• _The problem_
Within the records below, find each line with the word "screenshot" and copy it out.

• _Given data_
┄┄┄┄┄┄┄┄┄┄

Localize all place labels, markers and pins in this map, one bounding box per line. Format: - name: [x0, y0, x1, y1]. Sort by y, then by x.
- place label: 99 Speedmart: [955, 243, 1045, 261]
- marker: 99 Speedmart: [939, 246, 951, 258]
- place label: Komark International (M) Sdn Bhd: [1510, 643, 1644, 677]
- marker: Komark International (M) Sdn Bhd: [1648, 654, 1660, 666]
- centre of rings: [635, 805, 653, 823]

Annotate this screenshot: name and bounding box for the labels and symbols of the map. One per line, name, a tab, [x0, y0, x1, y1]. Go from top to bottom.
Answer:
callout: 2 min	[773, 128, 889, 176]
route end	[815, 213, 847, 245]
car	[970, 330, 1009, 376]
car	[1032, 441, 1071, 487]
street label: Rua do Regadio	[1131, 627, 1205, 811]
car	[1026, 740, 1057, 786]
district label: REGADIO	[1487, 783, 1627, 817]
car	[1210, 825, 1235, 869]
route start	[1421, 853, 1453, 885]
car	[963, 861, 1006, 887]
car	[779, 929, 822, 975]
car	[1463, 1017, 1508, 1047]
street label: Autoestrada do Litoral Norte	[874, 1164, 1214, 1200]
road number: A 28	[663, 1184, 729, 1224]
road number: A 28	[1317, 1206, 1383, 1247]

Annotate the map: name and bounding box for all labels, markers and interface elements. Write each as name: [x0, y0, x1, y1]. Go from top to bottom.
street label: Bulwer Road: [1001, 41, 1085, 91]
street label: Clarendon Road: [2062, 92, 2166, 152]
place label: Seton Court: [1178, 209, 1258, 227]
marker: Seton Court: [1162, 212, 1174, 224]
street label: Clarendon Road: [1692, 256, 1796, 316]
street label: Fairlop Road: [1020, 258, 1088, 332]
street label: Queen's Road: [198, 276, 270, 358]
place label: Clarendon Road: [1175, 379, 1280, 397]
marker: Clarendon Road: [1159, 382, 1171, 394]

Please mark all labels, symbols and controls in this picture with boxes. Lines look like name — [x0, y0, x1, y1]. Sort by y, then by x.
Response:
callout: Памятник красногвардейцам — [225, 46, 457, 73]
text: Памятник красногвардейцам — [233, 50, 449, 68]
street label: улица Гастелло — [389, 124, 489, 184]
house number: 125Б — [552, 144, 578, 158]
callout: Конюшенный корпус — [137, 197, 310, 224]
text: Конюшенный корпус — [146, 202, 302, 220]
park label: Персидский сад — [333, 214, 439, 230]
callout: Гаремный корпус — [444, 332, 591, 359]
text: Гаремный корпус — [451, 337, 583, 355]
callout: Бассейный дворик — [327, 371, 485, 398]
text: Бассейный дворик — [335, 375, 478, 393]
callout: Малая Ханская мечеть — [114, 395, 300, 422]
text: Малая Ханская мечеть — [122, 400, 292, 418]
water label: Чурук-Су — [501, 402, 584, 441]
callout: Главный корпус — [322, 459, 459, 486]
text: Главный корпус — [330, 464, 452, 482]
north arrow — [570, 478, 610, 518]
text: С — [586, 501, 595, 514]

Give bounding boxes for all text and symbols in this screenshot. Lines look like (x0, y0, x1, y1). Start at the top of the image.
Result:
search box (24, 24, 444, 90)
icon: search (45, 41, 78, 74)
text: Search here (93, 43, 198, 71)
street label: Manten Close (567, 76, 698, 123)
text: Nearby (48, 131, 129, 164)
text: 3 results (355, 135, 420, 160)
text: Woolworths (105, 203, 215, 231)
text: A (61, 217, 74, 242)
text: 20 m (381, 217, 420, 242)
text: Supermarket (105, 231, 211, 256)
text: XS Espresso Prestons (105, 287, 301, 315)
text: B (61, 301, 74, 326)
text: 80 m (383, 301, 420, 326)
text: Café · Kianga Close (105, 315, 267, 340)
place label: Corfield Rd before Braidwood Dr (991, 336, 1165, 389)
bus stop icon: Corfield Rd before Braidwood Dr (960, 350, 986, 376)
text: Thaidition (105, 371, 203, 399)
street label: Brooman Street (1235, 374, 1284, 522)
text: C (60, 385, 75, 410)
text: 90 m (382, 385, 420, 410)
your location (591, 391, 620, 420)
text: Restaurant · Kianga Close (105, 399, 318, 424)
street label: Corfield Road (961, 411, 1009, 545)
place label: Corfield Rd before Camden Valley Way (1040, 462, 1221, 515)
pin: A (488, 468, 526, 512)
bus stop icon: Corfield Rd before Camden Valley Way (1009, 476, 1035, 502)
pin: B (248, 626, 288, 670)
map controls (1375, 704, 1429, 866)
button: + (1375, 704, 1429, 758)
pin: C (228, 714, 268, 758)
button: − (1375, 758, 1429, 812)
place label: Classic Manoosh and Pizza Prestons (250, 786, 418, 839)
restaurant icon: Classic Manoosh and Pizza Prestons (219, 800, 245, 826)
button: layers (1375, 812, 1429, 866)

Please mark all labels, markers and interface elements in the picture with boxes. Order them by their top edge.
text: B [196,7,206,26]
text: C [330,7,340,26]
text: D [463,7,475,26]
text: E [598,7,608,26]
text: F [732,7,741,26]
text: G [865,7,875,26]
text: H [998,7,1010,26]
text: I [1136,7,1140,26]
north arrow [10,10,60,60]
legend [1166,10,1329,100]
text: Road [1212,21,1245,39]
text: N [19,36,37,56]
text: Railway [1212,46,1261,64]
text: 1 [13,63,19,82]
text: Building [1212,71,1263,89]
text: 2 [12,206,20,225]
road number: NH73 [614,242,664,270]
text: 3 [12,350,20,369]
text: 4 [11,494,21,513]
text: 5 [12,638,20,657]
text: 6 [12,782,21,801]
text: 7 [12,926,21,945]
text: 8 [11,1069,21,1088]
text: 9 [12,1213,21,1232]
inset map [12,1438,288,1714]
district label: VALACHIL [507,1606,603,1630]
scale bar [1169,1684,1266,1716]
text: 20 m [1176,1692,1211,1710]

┄┄┄┄┄┄┄┄┄┄

• _Response for this exercise_
Annotate this screenshot: name and bounding box for the labels and symbols of the map. One per line, name, a tab, [x0, y0, x1, y1]. Go from top to bottom.
Give bounding boxes for all text and symbols in this screenshot. Lines look like (x0, y0, x1, y1). Start at the top of the image.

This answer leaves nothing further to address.